I know I'm not worthy of being called a Buddhist, much like alphastar I try to follow the teachings and incorporate them into everyday life, but living in this day and age it gets harder everyday. I have kinda grown into Buddhism. I am an Episcopalian by baptism, and have been brought up in the Unitarian Universalist church most of my life. I went to catholic school for awhile, than moved on to public school. Following my mom's divorce from my dad she married a Muslim (don't go crazy people). After learning a good bit about Islam I quickly noticed it wasn't for me even at my young age of 10 I saw the perks and overall disadvantages to it. By 11 I was growing more and more distant from religion after all having experienced a wide range of them, growing up in a culturally mixed area, of Sikh's, Muslims, Jews, Hindus, the list goes one. After meeting a old friend of mine one night at his house for our weekly game of chess, I discovered his grandfather meditating, when I asked what he was doing I had a long explanation which i can't even remember, sparking my interest. After doing some research at libraries and even with the minister of my family's church I found that Buddhism wasn't really a religion but a philosophy.

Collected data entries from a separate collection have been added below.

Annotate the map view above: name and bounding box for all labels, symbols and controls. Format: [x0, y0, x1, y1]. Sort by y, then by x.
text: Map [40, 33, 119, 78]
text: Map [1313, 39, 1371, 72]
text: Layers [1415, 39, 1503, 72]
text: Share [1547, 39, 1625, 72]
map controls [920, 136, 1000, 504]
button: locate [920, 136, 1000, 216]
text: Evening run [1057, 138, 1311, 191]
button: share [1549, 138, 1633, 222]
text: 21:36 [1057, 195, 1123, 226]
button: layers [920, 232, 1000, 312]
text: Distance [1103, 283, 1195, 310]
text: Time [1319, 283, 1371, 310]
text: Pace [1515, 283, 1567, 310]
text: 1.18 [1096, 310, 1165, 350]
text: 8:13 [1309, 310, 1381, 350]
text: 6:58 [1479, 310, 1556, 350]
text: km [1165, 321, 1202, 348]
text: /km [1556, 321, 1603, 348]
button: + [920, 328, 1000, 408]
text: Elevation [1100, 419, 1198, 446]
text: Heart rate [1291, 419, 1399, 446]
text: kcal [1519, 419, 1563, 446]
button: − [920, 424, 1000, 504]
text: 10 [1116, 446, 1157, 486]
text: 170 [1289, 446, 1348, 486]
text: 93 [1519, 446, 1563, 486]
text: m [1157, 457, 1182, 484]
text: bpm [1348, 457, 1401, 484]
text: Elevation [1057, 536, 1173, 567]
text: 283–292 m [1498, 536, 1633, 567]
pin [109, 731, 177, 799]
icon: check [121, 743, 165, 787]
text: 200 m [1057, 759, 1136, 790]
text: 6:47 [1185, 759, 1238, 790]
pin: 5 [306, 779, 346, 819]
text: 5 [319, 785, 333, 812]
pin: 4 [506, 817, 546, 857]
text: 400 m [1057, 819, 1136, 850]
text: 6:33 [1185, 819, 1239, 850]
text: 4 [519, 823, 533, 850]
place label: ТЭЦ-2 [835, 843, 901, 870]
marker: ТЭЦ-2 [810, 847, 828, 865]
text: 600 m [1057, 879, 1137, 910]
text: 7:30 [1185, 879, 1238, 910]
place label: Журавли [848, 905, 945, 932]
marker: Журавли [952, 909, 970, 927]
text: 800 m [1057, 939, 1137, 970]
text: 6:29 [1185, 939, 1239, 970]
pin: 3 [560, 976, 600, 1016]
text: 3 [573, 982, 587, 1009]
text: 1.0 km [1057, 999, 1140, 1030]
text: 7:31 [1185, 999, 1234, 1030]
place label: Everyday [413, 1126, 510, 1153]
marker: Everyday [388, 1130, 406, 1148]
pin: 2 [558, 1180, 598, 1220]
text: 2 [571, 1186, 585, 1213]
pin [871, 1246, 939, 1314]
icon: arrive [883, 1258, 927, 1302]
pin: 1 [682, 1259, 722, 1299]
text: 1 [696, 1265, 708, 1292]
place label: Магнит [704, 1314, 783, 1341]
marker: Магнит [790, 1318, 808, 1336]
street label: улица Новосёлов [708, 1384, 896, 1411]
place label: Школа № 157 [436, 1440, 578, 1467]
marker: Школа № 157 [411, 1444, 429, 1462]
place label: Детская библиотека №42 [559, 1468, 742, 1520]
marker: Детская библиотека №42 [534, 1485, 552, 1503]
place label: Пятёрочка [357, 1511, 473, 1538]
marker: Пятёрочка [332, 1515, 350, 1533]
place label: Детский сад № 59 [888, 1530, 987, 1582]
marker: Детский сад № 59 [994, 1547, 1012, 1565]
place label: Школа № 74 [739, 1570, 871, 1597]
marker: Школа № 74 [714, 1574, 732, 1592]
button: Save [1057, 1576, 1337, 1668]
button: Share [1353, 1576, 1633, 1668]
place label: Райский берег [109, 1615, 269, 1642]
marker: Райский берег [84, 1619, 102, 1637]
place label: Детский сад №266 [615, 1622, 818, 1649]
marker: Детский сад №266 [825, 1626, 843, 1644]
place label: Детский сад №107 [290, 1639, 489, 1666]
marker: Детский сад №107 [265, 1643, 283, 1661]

Along the way I've run into conflicts, most notably trying to explain what Buddhism was to a bunch of primitive southern baptists (I still don't know the difference between primitive and I'm assuming non-primitive). About my 16th birthday I was well into Buddhism without any formal education or whatever it is called. I picked up what I did from various places and from visiting the one temple once, but it's distance from my house makes trips there extremely rare. From that point 2 almost 3 years ago I have been practicing Buddhism as daily as possible.

I know it's a bit long winded and choppy I'm not the worlds greatest writer, I'm surprised I even made it out of high school English classes

Fat_Daddy

RedSoxPawn, sounds like you have a connection to the dharma worth respecting.  I hope that you are able to find a home with a lineage and a teacher.  Many would debate the idea that Buddhism is a philosophy and not a religion, but that would just be quibbling about labels.  I think the assertion is made because Buddhism doesn't posit a creator god or a first cause.  But, as one of my teachers says, wherever you find a special outfit on the clergy, you've got yourself a religion!  Smile

Fat_Daddy

Oh, and there is NO ONE who isn't worthy of practicing the buddhadharma.  We all have the same perfect nature and basic goodness that the Buddha did, and in full measure.  The only difference is that he was diligent and we have not been sufficiently diligent yet.  You are buddha.

RedSoxpawn

Haha your teacher is right.

Alphastar18

I think Buddhism can be both a philosophy and a religion. To me, it is more the former than the latter, but ofcourse the two blend somewhat. Every religion has its philosophies and apart from that rituals, doctrines, rules, metaphysics, etc.

RedSoxpawn

Yes, even in the Unitarians, there are rituals, doctrines and rules. It may not seem like it most of the time but they are there.